И тут Дэн и Эндрю одновременно направили друг в друга пистолеты.
Я ринулась к Дэну и начла вопить, что было мочи.
— Неееееет! Не трогай его! Лучше убей меня!
— А мне все равно, кого из вас убивать, куколка.
На мгновение Эндрю остановился. Зал облегченно выдох. Потом он резко направил пистолет на Дэна и готов был нажать на курок, но откуда-то сбоку раздался выстрел и тело Эндрю с грохотом рухнуло наземь, по полу потекла кровь.
Дэн подбежал ко мне, обнял и начал шептать что-то ласковое и успокаивающее. Но я ничего не помню. От шока, пережитого за день стресса и увиденного, я упала в обморок. Просто отключилась на руках у любимого…
Очнулась я уже в больнице. Последнее, что я помню был вой сирен и скорой помощи и то, как Дэн выносил меня на руках из ресторана.
Я узнала его по шагам, по касаниям, по голосу,
— Дэн! Дэн, где ты?! Прошу, не оставляй меня снова! Мне страшно!
У меня началась неудержимая истерика.
Услышав мои крики, Дэн ворвался в палату, обнял меня и принялся ласково успокаивать, нежно поглаживая по спине и волосам.
— Моя маленькая, что? Что с тобой? Тебе больно, плохо? Позвать врача?
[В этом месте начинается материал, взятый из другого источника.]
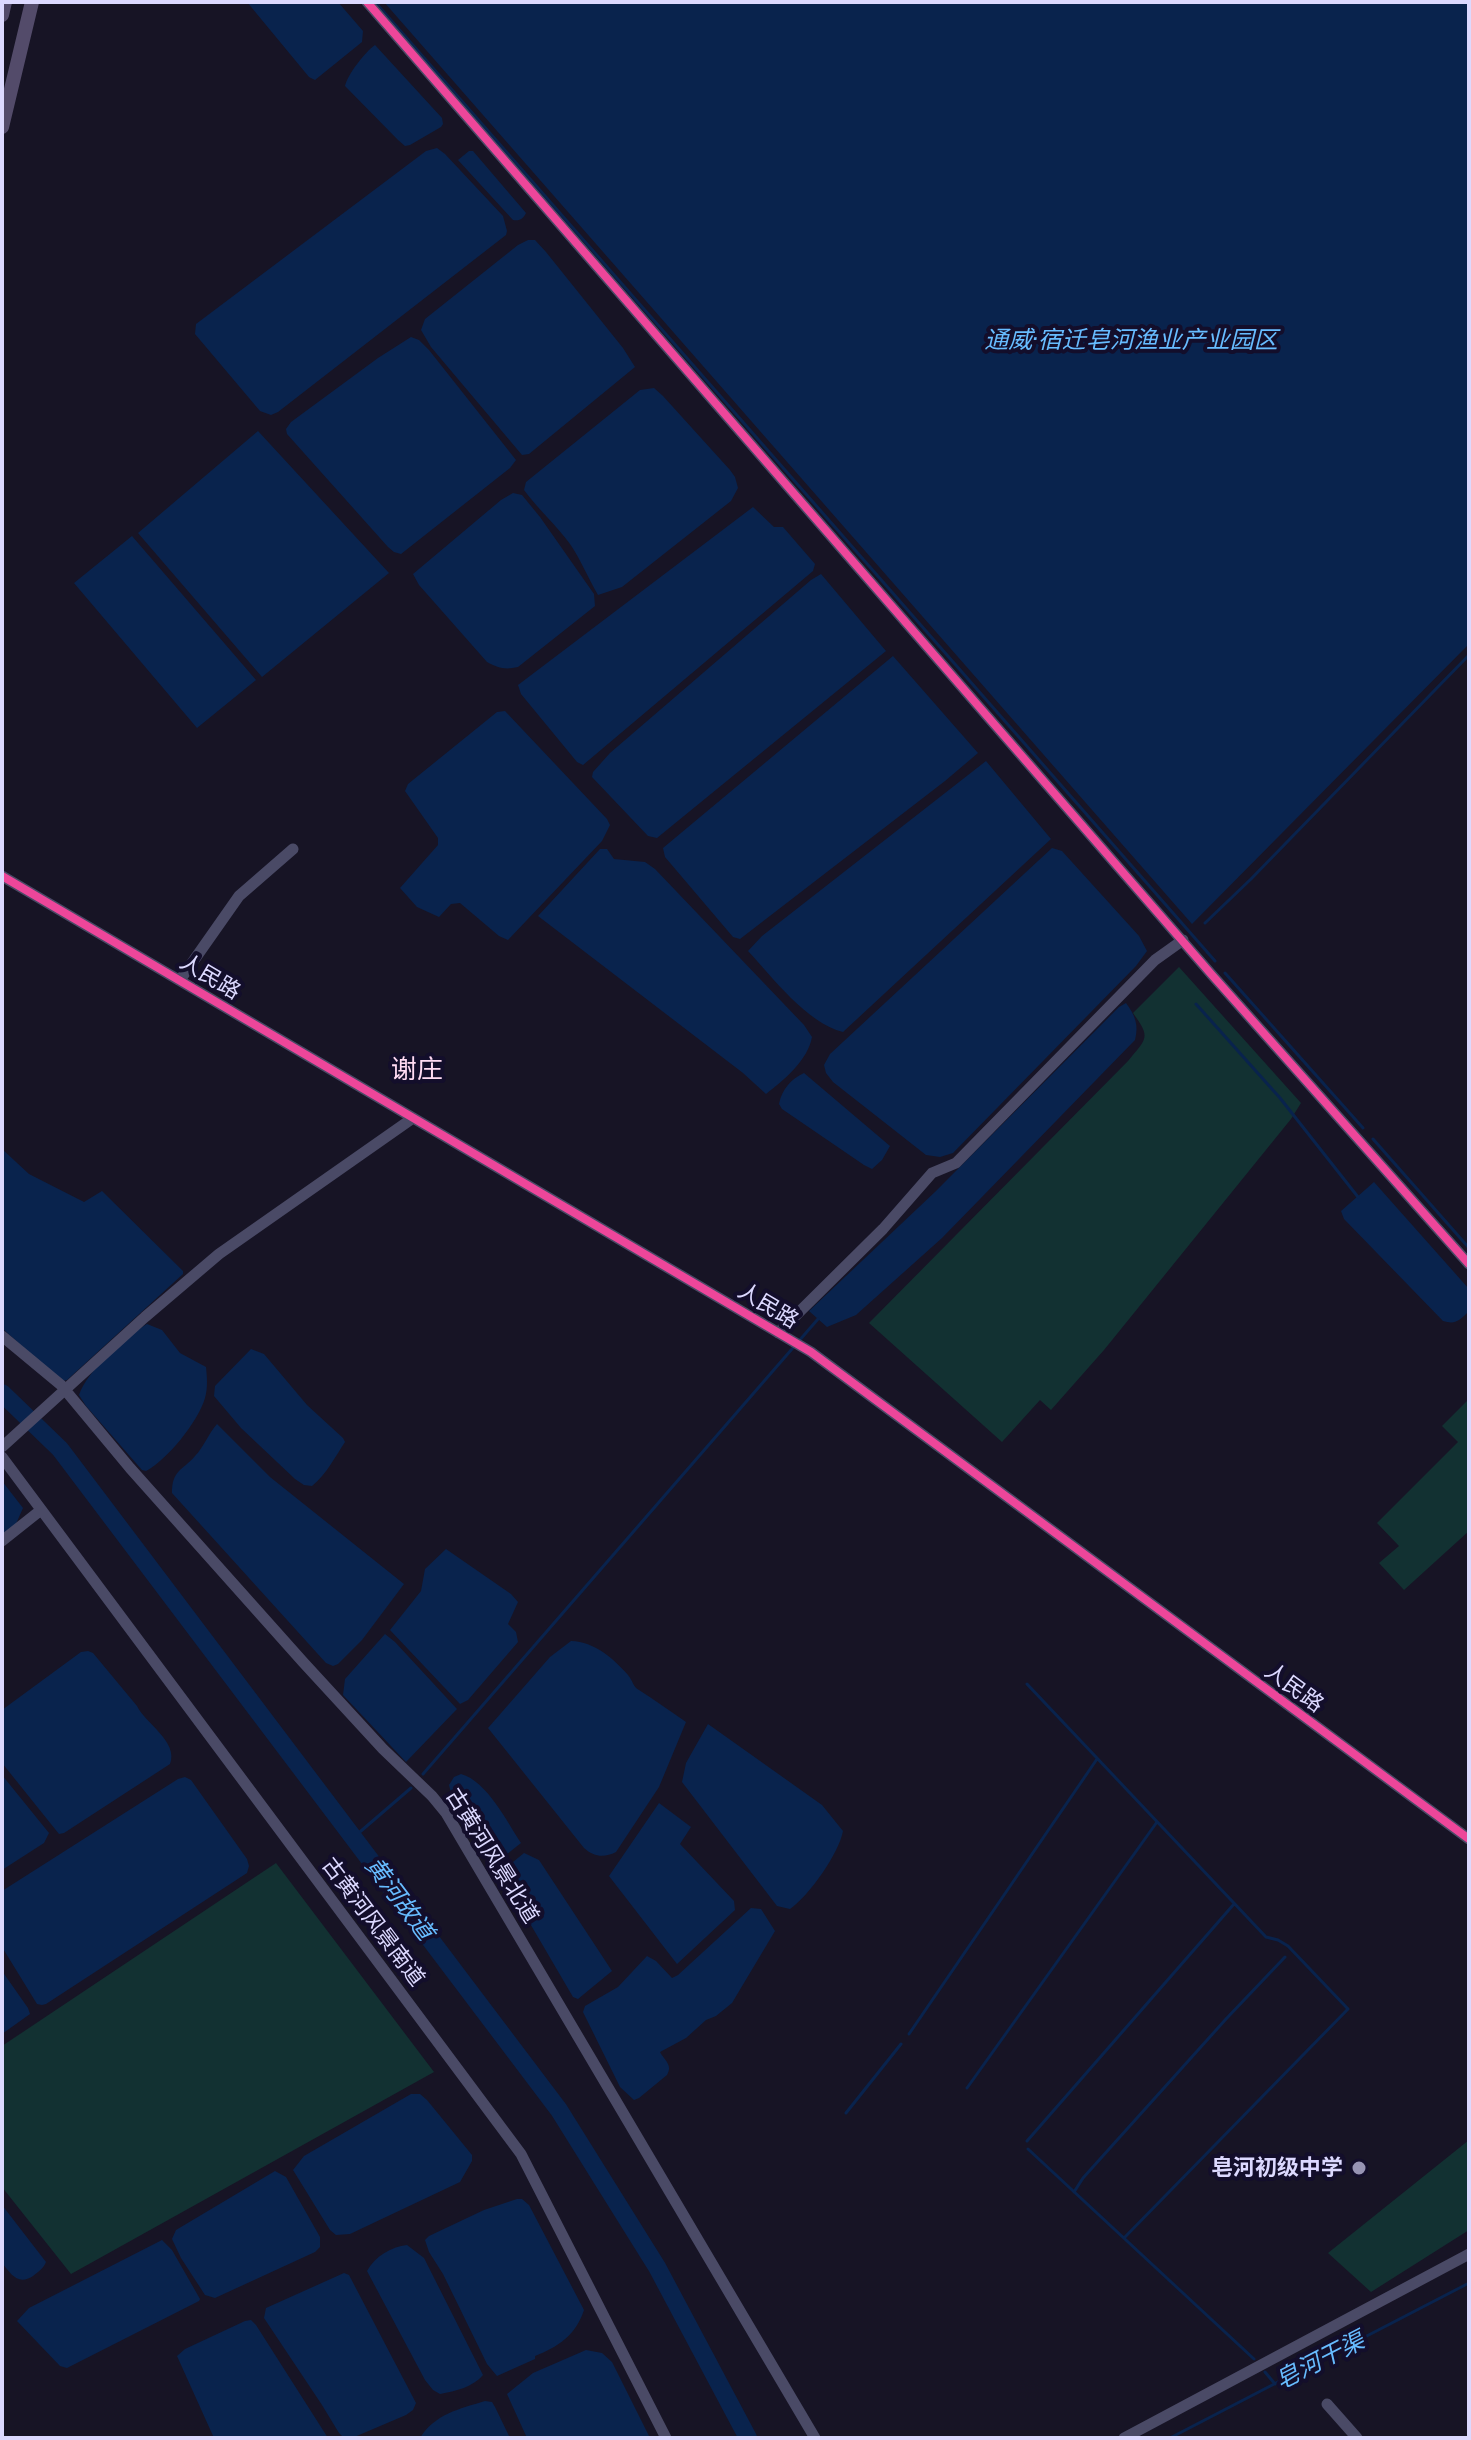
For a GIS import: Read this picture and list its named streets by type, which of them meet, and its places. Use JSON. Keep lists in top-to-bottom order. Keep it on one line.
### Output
{"streets":{"street":["人民路","古黄河风景北道","古黄河风景南道"]},"districts":["谢庄"],"water":["通威·宿迁皂河渔业产业园区","黄河故道","皂河干渠"],"places":["皂河初级中学"]}
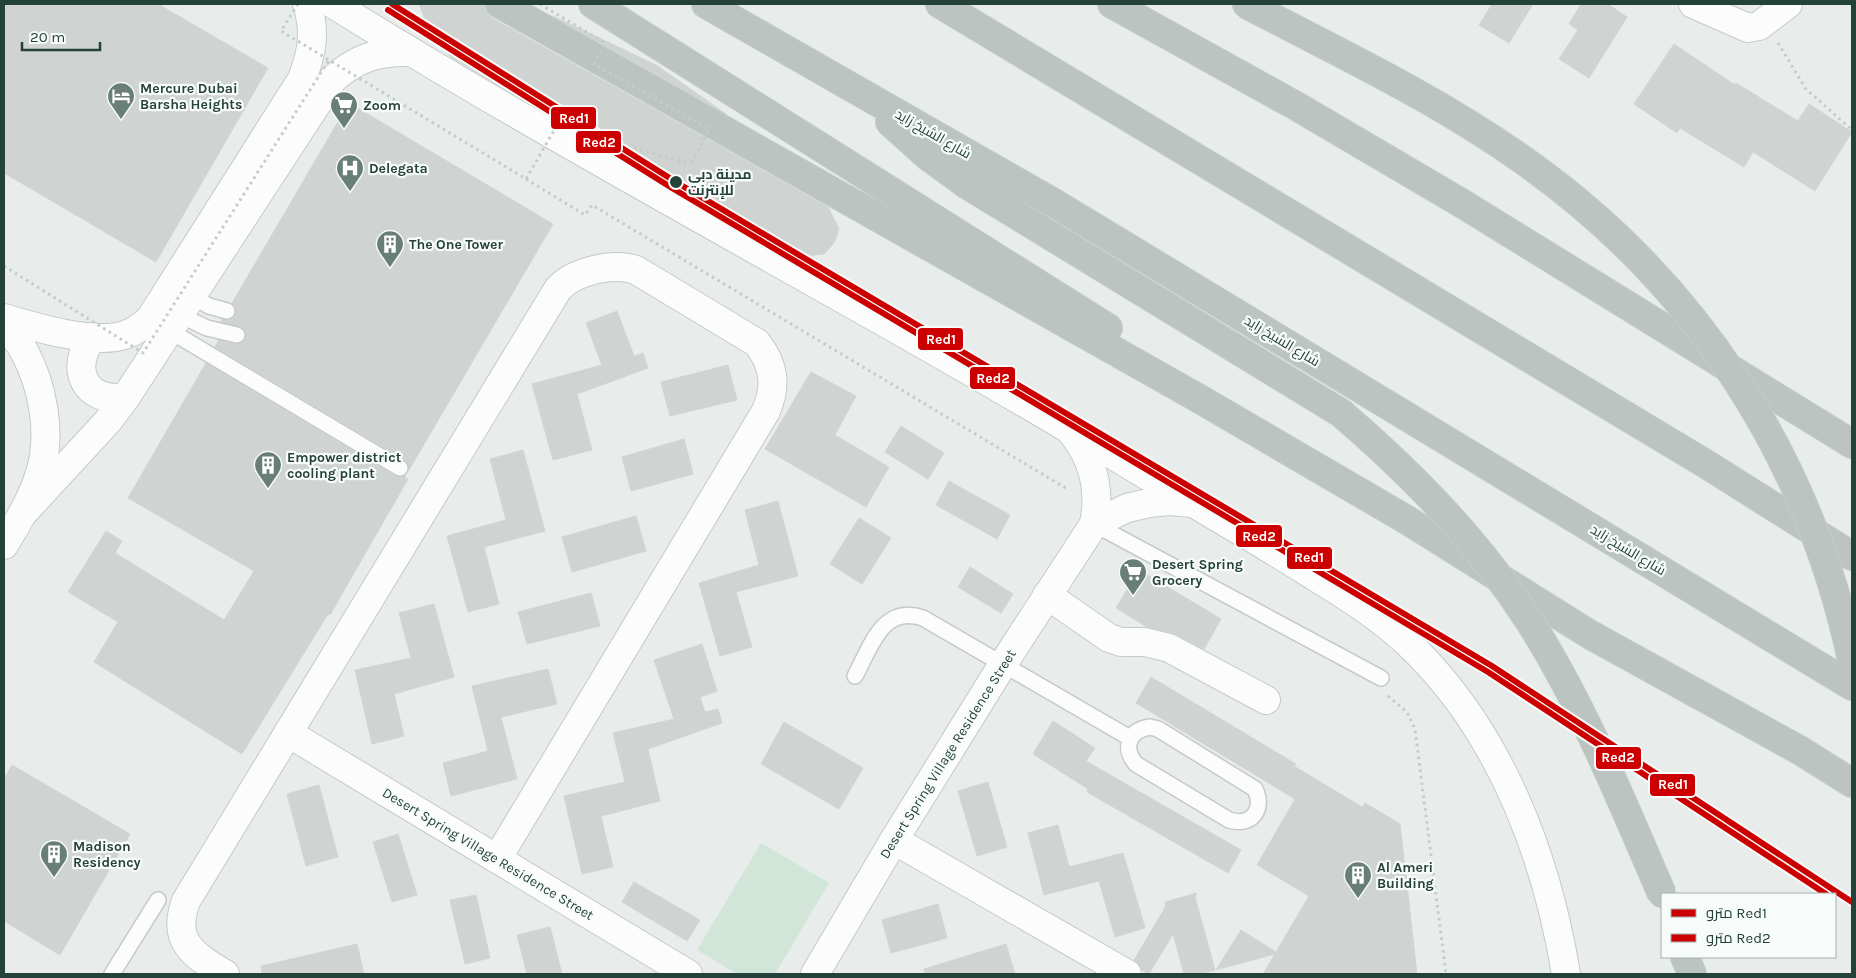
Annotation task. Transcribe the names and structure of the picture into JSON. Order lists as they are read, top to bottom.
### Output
{
  "streets": {
    "highway": ["شارع الشيخ زايد"],
    "street": ["Desert Spring Village Residence Street"]
  },
  "places": {
    "hotel": ["Mercure Dubai Barsha Heights"],
    "supermarket": ["Zoom", "Desert Spring Grocery"],
    "other": ["مدينة دبي للإنترنت"],
    "hospital": ["Delegata"],
    "building": [
      "The One Tower",
      "Empower district cooling plant",
      "Madison Residency",
      "Al Ameri Building"
    ]
  },
  "lines": ["metro line Red1", "metro line Red2"],
  "legend": ["مترو Red1", "مترو Red2"],
  "scale_bar": "20 m"
}
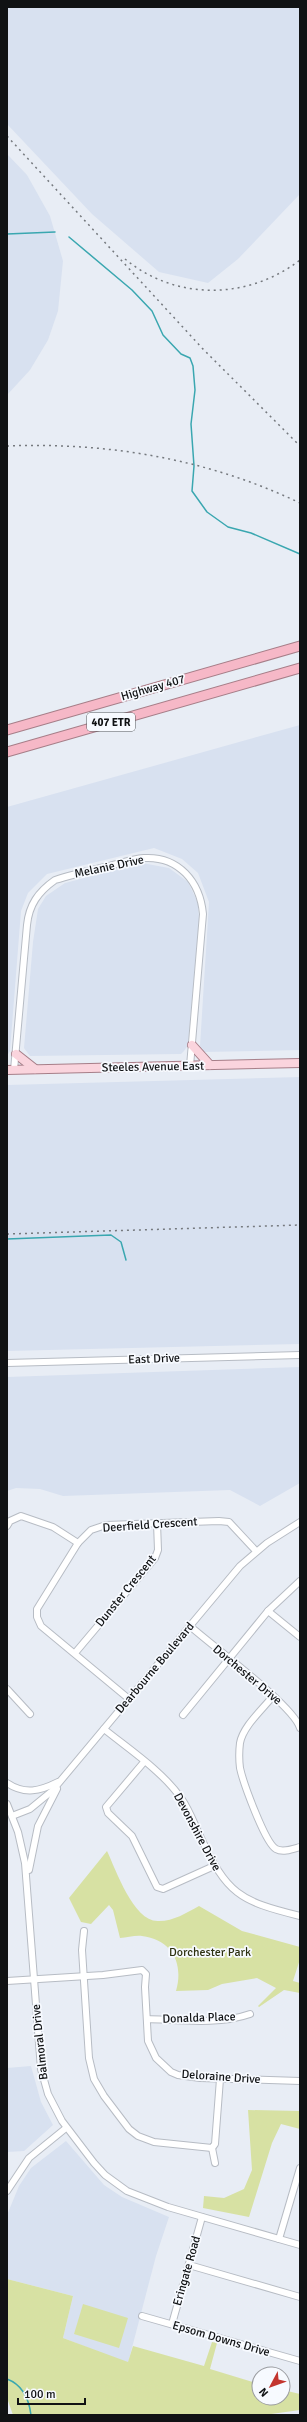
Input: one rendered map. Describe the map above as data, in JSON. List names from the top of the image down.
{
  "streets": {
    "highway": ["Highway 407", "407 ETR"],
    "main road": ["Steeles Avenue East"],
    "street": [
      "Melanie Drive",
      "East Drive",
      "Deerfield Crescent",
      "Dunster Crescent",
      "Dearbourne Boulevard",
      "Dorchester Drive",
      "Devonshire Drive",
      "Donalda Place",
      "Balmoral Drive",
      "Deloraine Drive",
      "Eringate Road",
      "Epsom Downs Drive"
    ]
  },
  "crossings": [
    ["Melanie Drive", "Steeles Avenue East"],
    ["Deerfield Crescent", "Dunster Crescent"],
    ["Deerfield Crescent", "Dearbourne Boulevard"],
    ["Dearbourne Boulevard", "Dorchester Drive"],
    ["Dearbourne Boulevard", "Devonshire Drive"],
    ["Dearbourne Boulevard", "Balmoral Drive"],
    ["Donalda Place", "Deloraine Drive"],
    ["Balmoral Drive", "Deloraine Drive"],
    ["Balmoral Drive", "Eringate Road"],
    ["Eringate Road", "Epsom Downs Drive"]
  ],
  "parks": ["Dorchester Park"],
  "scale_bar": "100 m",
  "north": "bottom left"
}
— Никого не нужно, просто будь со мной рядом и никогда больше, слышишь? Никогда меня больше не отпускай!
Я обнимала Дэна и била его по спине кулаками.
— Я думала ты меня бросил! Не пришел! Оставил! Не смей, не смей так больше со мной поступать! Я люблю тебя и…
— Маленькая моя, ну чего ты? Глупенькая, да я бы никогда тебя не оставил! Ну всё, все, чшшшшшш, успокойся. Тебе нельзя нервничать, у тебя ребенок. Все хорошо, все позади, я рядом.
Как же мне не хватало его слов, его нежных, ласковых касаний. Только Дэн мог меня успокоить, только с ним я чувствовала себя в безопасности.
Так хочется, чтобы мы с тобой были двумя половинками одного целого. Каждый из нас личность, мы свободные люди, но вместе мы образуем прекрасный союз, наполняем, составляем его, поддерживаем друг друга и не зависим больше ни от кого.
Это только между нами, только для нас и в нас! Никто больше не может и не должен говорить, как нужно или решать за нас, потому что это больше никого не касается.